_WHAT THIS TASK INVOLVES_
Lines below containing the word "ฒนาการ" should be copied out.

(Records drawn from a dataset)
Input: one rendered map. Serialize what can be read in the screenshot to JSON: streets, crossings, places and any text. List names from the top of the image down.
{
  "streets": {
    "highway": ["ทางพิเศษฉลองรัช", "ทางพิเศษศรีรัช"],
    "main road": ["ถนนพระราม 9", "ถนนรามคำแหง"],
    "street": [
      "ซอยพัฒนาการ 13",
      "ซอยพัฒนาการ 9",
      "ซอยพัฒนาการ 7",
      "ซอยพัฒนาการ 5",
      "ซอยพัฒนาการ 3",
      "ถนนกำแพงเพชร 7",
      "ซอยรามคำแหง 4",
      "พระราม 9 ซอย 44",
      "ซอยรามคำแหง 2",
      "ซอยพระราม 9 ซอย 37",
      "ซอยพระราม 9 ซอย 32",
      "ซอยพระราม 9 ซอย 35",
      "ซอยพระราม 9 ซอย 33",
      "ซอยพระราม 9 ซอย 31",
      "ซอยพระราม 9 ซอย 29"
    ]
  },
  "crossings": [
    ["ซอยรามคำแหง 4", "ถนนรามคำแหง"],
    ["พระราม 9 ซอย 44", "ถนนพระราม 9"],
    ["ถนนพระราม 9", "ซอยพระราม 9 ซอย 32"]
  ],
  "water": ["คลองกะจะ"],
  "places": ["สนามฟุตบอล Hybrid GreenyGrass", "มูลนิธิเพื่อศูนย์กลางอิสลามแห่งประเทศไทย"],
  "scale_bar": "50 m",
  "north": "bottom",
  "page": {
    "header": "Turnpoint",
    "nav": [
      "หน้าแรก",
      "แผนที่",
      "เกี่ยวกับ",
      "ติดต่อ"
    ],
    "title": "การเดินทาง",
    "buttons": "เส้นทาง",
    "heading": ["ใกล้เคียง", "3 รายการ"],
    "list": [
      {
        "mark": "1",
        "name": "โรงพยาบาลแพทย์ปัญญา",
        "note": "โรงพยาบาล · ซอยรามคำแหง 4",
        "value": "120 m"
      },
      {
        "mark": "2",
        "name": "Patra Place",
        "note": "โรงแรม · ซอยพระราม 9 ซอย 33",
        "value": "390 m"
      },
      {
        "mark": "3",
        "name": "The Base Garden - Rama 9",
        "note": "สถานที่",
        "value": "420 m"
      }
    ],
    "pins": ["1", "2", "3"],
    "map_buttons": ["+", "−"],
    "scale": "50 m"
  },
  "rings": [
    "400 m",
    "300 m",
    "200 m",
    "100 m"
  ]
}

_YOUR SOLUTION_
      "ซอยพัฒนาการ 13",
      "ซอยพัฒนาการ 9",
      "ซอยพัฒนาการ 7",
      "ซอยพัฒนาการ 5",
      "ซอยพัฒนาการ 3",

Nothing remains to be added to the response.